• How to complete this task:
Copy every record exactly.

• Available data:

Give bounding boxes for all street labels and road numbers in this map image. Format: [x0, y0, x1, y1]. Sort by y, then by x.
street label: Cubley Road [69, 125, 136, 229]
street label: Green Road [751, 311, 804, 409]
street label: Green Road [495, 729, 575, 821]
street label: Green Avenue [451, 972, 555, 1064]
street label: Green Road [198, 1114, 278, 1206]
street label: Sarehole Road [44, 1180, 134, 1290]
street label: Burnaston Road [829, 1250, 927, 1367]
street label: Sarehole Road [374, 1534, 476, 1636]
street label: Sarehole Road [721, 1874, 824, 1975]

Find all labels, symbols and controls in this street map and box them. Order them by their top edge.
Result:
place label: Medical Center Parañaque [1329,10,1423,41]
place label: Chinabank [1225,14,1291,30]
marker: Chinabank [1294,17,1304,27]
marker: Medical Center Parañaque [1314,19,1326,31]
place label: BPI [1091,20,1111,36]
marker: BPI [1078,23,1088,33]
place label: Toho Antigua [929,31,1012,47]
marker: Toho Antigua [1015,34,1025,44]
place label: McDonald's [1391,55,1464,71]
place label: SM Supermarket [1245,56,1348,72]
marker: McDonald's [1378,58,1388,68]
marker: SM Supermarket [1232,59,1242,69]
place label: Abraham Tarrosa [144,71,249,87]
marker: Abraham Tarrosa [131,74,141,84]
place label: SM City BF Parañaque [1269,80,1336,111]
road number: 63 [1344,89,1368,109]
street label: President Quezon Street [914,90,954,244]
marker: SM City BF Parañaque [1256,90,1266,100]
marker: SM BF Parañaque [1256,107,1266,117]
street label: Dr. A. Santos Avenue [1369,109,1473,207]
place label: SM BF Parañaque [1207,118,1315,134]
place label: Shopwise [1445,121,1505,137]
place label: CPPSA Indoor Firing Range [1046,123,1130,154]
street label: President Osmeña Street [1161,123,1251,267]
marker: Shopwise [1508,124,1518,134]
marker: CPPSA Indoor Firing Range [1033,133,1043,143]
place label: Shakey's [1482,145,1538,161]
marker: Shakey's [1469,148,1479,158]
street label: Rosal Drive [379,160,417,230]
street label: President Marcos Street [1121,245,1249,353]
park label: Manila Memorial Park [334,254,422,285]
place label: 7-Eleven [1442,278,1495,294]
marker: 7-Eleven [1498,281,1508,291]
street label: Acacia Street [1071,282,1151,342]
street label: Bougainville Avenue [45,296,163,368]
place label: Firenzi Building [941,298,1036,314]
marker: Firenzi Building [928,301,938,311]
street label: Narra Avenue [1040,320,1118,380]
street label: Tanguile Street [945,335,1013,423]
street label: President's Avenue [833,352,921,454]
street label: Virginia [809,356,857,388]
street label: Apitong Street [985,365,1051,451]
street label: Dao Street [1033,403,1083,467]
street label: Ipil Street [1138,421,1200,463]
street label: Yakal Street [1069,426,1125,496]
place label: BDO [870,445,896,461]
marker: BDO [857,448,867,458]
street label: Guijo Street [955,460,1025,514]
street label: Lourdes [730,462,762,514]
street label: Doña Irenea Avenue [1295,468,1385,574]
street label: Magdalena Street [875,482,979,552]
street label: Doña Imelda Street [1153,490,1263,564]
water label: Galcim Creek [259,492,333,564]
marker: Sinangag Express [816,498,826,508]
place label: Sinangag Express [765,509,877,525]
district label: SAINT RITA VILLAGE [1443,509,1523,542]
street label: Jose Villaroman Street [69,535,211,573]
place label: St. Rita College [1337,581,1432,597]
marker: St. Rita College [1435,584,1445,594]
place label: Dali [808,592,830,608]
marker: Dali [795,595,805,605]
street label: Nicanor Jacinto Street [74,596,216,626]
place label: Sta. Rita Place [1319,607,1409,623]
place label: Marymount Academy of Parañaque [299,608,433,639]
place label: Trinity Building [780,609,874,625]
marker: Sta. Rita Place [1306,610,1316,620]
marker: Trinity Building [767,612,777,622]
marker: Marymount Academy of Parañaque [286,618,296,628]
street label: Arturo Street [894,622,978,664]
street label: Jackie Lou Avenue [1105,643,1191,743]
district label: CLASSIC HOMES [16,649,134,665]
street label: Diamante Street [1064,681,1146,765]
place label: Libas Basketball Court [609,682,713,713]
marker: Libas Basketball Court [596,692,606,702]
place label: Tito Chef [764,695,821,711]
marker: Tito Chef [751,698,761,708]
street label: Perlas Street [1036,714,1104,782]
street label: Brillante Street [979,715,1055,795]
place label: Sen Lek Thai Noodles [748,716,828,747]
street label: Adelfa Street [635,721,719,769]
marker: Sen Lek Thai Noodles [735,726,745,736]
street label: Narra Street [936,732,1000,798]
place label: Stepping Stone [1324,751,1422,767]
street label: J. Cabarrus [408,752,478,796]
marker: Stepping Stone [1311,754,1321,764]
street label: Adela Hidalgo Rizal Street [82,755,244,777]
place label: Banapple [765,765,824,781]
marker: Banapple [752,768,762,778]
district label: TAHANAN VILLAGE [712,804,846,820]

• Final answer:
Give bounding boxes for all street labels and road numbers in this map image. Format: [x0, y0, x1, y1]. Sort by y, then by x.
street label: Cubley Road [69, 125, 136, 229]
street label: Green Road [751, 311, 804, 409]
street label: Green Road [495, 729, 575, 821]
street label: Green Avenue [451, 972, 555, 1064]
street label: Green Road [198, 1114, 278, 1206]
street label: Sarehole Road [44, 1180, 134, 1290]
street label: Burnaston Road [829, 1250, 927, 1367]
street label: Sarehole Road [374, 1534, 476, 1636]
street label: Sarehole Road [721, 1874, 824, 1975]

Find all labels, symbols and controls in this street map and box them. Order them by their top edge.
Result:
place label: Medical Center Parañaque [1329,10,1423,41]
place label: Chinabank [1225,14,1291,30]
marker: Chinabank [1294,17,1304,27]
marker: Medical Center Parañaque [1314,19,1326,31]
place label: BPI [1091,20,1111,36]
marker: BPI [1078,23,1088,33]
place label: Toho Antigua [929,31,1012,47]
marker: Toho Antigua [1015,34,1025,44]
place label: McDonald's [1391,55,1464,71]
place label: SM Supermarket [1245,56,1348,72]
marker: McDonald's [1378,58,1388,68]
marker: SM Supermarket [1232,59,1242,69]
place label: Abraham Tarrosa [144,71,249,87]
marker: Abraham Tarrosa [131,74,141,84]
place label: SM City BF Parañaque [1269,80,1336,111]
road number: 63 [1344,89,1368,109]
street label: President Quezon Street [914,90,954,244]
marker: SM City BF Parañaque [1256,90,1266,100]
marker: SM BF Parañaque [1256,107,1266,117]
street label: Dr. A. Santos Avenue [1369,109,1473,207]
place label: SM BF Parañaque [1207,118,1315,134]
place label: Shopwise [1445,121,1505,137]
place label: CPPSA Indoor Firing Range [1046,123,1130,154]
street label: President Osmeña Street [1161,123,1251,267]
marker: Shopwise [1508,124,1518,134]
marker: CPPSA Indoor Firing Range [1033,133,1043,143]
place label: Shakey's [1482,145,1538,161]
marker: Shakey's [1469,148,1479,158]
street label: Rosal Drive [379,160,417,230]
street label: President Marcos Street [1121,245,1249,353]
park label: Manila Memorial Park [334,254,422,285]
place label: 7-Eleven [1442,278,1495,294]
marker: 7-Eleven [1498,281,1508,291]
street label: Acacia Street [1071,282,1151,342]
street label: Bougainville Avenue [45,296,163,368]
place label: Firenzi Building [941,298,1036,314]
marker: Firenzi Building [928,301,938,311]
street label: Narra Avenue [1040,320,1118,380]
street label: Tanguile Street [945,335,1013,423]
street label: President's Avenue [833,352,921,454]
street label: Virginia [809,356,857,388]
street label: Apitong Street [985,365,1051,451]
street label: Dao Street [1033,403,1083,467]
street label: Ipil Street [1138,421,1200,463]
street label: Yakal Street [1069,426,1125,496]
place label: BDO [870,445,896,461]
marker: BDO [857,448,867,458]
street label: Guijo Street [955,460,1025,514]
street label: Lourdes [730,462,762,514]
street label: Doña Irenea Avenue [1295,468,1385,574]
street label: Magdalena Street [875,482,979,552]
street label: Doña Imelda Street [1153,490,1263,564]
water label: Galcim Creek [259,492,333,564]
marker: Sinangag Express [816,498,826,508]
place label: Sinangag Express [765,509,877,525]
district label: SAINT RITA VILLAGE [1443,509,1523,542]
street label: Jose Villaroman Street [69,535,211,573]
place label: St. Rita College [1337,581,1432,597]
marker: St. Rita College [1435,584,1445,594]
place label: Dali [808,592,830,608]
marker: Dali [795,595,805,605]
street label: Nicanor Jacinto Street [74,596,216,626]
place label: Sta. Rita Place [1319,607,1409,623]
place label: Marymount Academy of Parañaque [299,608,433,639]
place label: Trinity Building [780,609,874,625]
marker: Sta. Rita Place [1306,610,1316,620]
marker: Trinity Building [767,612,777,622]
marker: Marymount Academy of Parañaque [286,618,296,628]
street label: Arturo Street [894,622,978,664]
street label: Jackie Lou Avenue [1105,643,1191,743]
district label: CLASSIC HOMES [16,649,134,665]
street label: Diamante Street [1064,681,1146,765]
place label: Libas Basketball Court [609,682,713,713]
marker: Libas Basketball Court [596,692,606,702]
place label: Tito Chef [764,695,821,711]
marker: Tito Chef [751,698,761,708]
street label: Perlas Street [1036,714,1104,782]
street label: Brillante Street [979,715,1055,795]
place label: Sen Lek Thai Noodles [748,716,828,747]
street label: Adelfa Street [635,721,719,769]
marker: Sen Lek Thai Noodles [735,726,745,736]
street label: Narra Street [936,732,1000,798]
place label: Stepping Stone [1324,751,1422,767]
street label: J. Cabarrus [408,752,478,796]
marker: Stepping Stone [1311,754,1321,764]
street label: Adela Hidalgo Rizal Street [82,755,244,777]
place label: Banapple [765,765,824,781]
marker: Banapple [752,768,762,778]
district label: TAHANAN VILLAGE [712,804,846,820]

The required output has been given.